# [EXERCISE REQUIREMENTS]
The expected output is every entry, copied exactly.

[DATA PROVIDED — start]

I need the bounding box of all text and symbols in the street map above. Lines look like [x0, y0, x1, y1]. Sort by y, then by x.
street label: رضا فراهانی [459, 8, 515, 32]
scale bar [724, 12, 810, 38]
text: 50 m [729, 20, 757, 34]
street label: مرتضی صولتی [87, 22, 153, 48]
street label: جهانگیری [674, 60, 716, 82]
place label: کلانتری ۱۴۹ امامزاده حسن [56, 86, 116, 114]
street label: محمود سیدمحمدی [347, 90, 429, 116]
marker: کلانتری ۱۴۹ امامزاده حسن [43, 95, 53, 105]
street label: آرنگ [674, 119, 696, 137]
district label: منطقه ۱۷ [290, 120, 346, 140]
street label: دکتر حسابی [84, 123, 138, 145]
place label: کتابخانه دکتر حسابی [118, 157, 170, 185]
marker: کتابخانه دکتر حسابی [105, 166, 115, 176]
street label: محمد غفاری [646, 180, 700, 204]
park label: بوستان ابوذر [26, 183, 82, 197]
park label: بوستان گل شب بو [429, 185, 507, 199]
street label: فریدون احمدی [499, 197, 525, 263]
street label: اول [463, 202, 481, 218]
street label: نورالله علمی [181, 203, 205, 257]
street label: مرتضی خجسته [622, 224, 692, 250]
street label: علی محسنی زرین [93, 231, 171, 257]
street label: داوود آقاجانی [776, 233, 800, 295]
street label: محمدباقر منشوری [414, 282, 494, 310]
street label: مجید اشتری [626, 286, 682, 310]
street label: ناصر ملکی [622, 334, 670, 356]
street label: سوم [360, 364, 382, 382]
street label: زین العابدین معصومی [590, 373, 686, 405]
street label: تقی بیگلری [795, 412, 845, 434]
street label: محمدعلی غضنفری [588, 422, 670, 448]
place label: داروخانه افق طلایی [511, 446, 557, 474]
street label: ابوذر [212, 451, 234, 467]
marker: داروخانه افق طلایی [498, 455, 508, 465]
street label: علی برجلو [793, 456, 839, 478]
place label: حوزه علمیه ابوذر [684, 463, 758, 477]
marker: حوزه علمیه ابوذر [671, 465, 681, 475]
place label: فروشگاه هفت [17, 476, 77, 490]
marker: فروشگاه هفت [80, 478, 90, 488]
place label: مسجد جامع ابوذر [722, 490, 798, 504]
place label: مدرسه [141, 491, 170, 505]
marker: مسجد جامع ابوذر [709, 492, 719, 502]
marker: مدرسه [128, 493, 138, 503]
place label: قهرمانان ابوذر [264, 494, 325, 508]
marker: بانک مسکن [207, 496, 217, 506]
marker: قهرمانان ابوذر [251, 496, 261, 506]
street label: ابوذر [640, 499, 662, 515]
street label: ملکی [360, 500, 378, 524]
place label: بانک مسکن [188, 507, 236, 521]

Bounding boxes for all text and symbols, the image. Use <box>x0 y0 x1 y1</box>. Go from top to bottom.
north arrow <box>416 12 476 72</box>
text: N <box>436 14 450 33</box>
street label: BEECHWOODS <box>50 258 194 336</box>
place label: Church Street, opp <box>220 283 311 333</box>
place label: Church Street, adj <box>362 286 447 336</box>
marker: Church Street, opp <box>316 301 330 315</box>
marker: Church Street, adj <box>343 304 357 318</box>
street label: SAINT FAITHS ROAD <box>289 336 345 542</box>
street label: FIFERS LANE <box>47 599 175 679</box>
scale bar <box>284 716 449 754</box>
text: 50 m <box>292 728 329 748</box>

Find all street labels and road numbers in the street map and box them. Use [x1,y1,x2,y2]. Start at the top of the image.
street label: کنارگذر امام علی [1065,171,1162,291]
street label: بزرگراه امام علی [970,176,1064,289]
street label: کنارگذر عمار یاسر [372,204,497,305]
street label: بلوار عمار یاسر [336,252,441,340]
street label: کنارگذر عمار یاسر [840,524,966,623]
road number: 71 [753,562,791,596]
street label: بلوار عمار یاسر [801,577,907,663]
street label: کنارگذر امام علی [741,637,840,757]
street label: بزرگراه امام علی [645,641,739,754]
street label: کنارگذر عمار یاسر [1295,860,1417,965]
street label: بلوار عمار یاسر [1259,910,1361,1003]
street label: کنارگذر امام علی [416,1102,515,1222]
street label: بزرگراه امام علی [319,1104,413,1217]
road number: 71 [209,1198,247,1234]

[DATA PROVIDED — finish]

# [ANSWER SECTION]
I need the bounding box of all text and symbols in the street map above. Lines look like [x0, y0, x1, y1]. Sort by y, then by x.
street label: رضا فراهانی [459, 8, 515, 32]
scale bar [724, 12, 810, 38]
text: 50 m [729, 20, 757, 34]
street label: مرتضی صولتی [87, 22, 153, 48]
street label: جهانگیری [674, 60, 716, 82]
place label: کلانتری ۱۴۹ امامزاده حسن [56, 86, 116, 114]
street label: محمود سیدمحمدی [347, 90, 429, 116]
marker: کلانتری ۱۴۹ امامزاده حسن [43, 95, 53, 105]
street label: آرنگ [674, 119, 696, 137]
district label: منطقه ۱۷ [290, 120, 346, 140]
street label: دکتر حسابی [84, 123, 138, 145]
place label: کتابخانه دکتر حسابی [118, 157, 170, 185]
marker: کتابخانه دکتر حسابی [105, 166, 115, 176]
street label: محمد غفاری [646, 180, 700, 204]
park label: بوستان ابوذر [26, 183, 82, 197]
park label: بوستان گل شب بو [429, 185, 507, 199]
street label: فریدون احمدی [499, 197, 525, 263]
street label: اول [463, 202, 481, 218]
street label: نورالله علمی [181, 203, 205, 257]
street label: مرتضی خجسته [622, 224, 692, 250]
street label: علی محسنی زرین [93, 231, 171, 257]
street label: داوود آقاجانی [776, 233, 800, 295]
street label: محمدباقر منشوری [414, 282, 494, 310]
street label: مجید اشتری [626, 286, 682, 310]
street label: ناصر ملکی [622, 334, 670, 356]
street label: سوم [360, 364, 382, 382]
street label: زین العابدین معصومی [590, 373, 686, 405]
street label: تقی بیگلری [795, 412, 845, 434]
street label: محمدعلی غضنفری [588, 422, 670, 448]
place label: داروخانه افق طلایی [511, 446, 557, 474]
street label: ابوذر [212, 451, 234, 467]
marker: داروخانه افق طلایی [498, 455, 508, 465]
street label: علی برجلو [793, 456, 839, 478]
place label: حوزه علمیه ابوذر [684, 463, 758, 477]
marker: حوزه علمیه ابوذر [671, 465, 681, 475]
place label: فروشگاه هفت [17, 476, 77, 490]
marker: فروشگاه هفت [80, 478, 90, 488]
place label: مسجد جامع ابوذر [722, 490, 798, 504]
place label: مدرسه [141, 491, 170, 505]
marker: مسجد جامع ابوذر [709, 492, 719, 502]
marker: مدرسه [128, 493, 138, 503]
place label: قهرمانان ابوذر [264, 494, 325, 508]
marker: بانک مسکن [207, 496, 217, 506]
marker: قهرمانان ابوذر [251, 496, 261, 506]
street label: ابوذر [640, 499, 662, 515]
street label: ملکی [360, 500, 378, 524]
place label: بانک مسکن [188, 507, 236, 521]

Bounding boxes for all text and symbols, the image. Use <box>x0 y0 x1 y1</box>. Go from top to bottom.
north arrow <box>416 12 476 72</box>
text: N <box>436 14 450 33</box>
street label: BEECHWOODS <box>50 258 194 336</box>
place label: Church Street, opp <box>220 283 311 333</box>
place label: Church Street, adj <box>362 286 447 336</box>
marker: Church Street, opp <box>316 301 330 315</box>
marker: Church Street, adj <box>343 304 357 318</box>
street label: SAINT FAITHS ROAD <box>289 336 345 542</box>
street label: FIFERS LANE <box>47 599 175 679</box>
scale bar <box>284 716 449 754</box>
text: 50 m <box>292 728 329 748</box>

Find all street labels and road numbers in the street map and box them. Use [x1,y1,x2,y2]. Start at the top of the image.
street label: کنارگذر امام علی [1065,171,1162,291]
street label: بزرگراه امام علی [970,176,1064,289]
street label: کنارگذر عمار یاسر [372,204,497,305]
street label: بلوار عمار یاسر [336,252,441,340]
street label: کنارگذر عمار یاسر [840,524,966,623]
road number: 71 [753,562,791,596]
street label: بلوار عمار یاسر [801,577,907,663]
street label: کنارگذر امام علی [741,637,840,757]
street label: بزرگراه امام علی [645,641,739,754]
street label: کنارگذر عمار یاسر [1295,860,1417,965]
street label: بلوار عمار یاسر [1259,910,1361,1003]
street label: کنارگذر امام علی [416,1102,515,1222]
street label: بزرگراه امام علی [319,1104,413,1217]
road number: 71 [209,1198,247,1234]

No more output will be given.